Stored data
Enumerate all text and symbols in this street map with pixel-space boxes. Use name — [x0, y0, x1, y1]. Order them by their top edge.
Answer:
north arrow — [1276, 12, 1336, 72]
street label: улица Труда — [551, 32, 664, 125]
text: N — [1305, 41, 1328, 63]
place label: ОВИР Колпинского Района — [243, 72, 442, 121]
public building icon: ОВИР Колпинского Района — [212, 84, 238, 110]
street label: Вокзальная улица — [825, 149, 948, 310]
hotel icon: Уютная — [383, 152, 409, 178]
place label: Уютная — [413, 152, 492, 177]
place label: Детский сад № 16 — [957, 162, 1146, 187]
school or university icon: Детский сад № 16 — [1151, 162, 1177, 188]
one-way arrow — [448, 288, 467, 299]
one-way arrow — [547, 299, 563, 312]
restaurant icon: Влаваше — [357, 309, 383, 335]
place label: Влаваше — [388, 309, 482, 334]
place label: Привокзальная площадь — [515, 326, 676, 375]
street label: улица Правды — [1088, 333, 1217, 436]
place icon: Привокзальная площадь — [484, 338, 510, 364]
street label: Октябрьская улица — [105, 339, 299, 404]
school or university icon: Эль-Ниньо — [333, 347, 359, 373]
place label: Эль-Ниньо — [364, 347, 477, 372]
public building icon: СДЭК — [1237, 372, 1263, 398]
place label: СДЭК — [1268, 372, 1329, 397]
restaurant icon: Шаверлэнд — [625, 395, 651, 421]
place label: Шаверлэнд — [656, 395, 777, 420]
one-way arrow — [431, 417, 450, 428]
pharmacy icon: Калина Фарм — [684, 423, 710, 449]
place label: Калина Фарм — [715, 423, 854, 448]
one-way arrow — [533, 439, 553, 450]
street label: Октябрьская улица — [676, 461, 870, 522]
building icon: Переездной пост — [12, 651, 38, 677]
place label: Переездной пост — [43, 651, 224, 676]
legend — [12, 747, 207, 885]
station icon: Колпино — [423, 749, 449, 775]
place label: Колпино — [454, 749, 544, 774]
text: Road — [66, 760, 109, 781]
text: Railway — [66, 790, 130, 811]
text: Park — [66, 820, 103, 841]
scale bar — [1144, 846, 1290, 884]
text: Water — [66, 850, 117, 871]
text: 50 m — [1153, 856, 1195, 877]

EXERCISE:
Put down all the data once more, exactly as it appears above.

RESULT:
Enumerate all text and symbols in this street map with pixel-space boxes. Use name — [x0, y0, x1, y1]. Order them by their top edge.
Answer:
north arrow — [1276, 12, 1336, 72]
street label: улица Труда — [551, 32, 664, 125]
text: N — [1305, 41, 1328, 63]
place label: ОВИР Колпинского Района — [243, 72, 442, 121]
public building icon: ОВИР Колпинского Района — [212, 84, 238, 110]
street label: Вокзальная улица — [825, 149, 948, 310]
hotel icon: Уютная — [383, 152, 409, 178]
place label: Уютная — [413, 152, 492, 177]
place label: Детский сад № 16 — [957, 162, 1146, 187]
school or university icon: Детский сад № 16 — [1151, 162, 1177, 188]
one-way arrow — [448, 288, 467, 299]
one-way arrow — [547, 299, 563, 312]
restaurant icon: Влаваше — [357, 309, 383, 335]
place label: Влаваше — [388, 309, 482, 334]
place label: Привокзальная площадь — [515, 326, 676, 375]
street label: улица Правды — [1088, 333, 1217, 436]
place icon: Привокзальная площадь — [484, 338, 510, 364]
street label: Октябрьская улица — [105, 339, 299, 404]
school or university icon: Эль-Ниньо — [333, 347, 359, 373]
place label: Эль-Ниньо — [364, 347, 477, 372]
public building icon: СДЭК — [1237, 372, 1263, 398]
place label: СДЭК — [1268, 372, 1329, 397]
restaurant icon: Шаверлэнд — [625, 395, 651, 421]
place label: Шаверлэнд — [656, 395, 777, 420]
one-way arrow — [431, 417, 450, 428]
pharmacy icon: Калина Фарм — [684, 423, 710, 449]
place label: Калина Фарм — [715, 423, 854, 448]
one-way arrow — [533, 439, 553, 450]
street label: Октябрьская улица — [676, 461, 870, 522]
building icon: Переездной пост — [12, 651, 38, 677]
place label: Переездной пост — [43, 651, 224, 676]
legend — [12, 747, 207, 885]
station icon: Колпино — [423, 749, 449, 775]
place label: Колпино — [454, 749, 544, 774]
text: Road — [66, 760, 109, 781]
text: Railway — [66, 790, 130, 811]
text: Park — [66, 820, 103, 841]
scale bar — [1144, 846, 1290, 884]
text: Water — [66, 850, 117, 871]
text: 50 m — [1153, 856, 1195, 877]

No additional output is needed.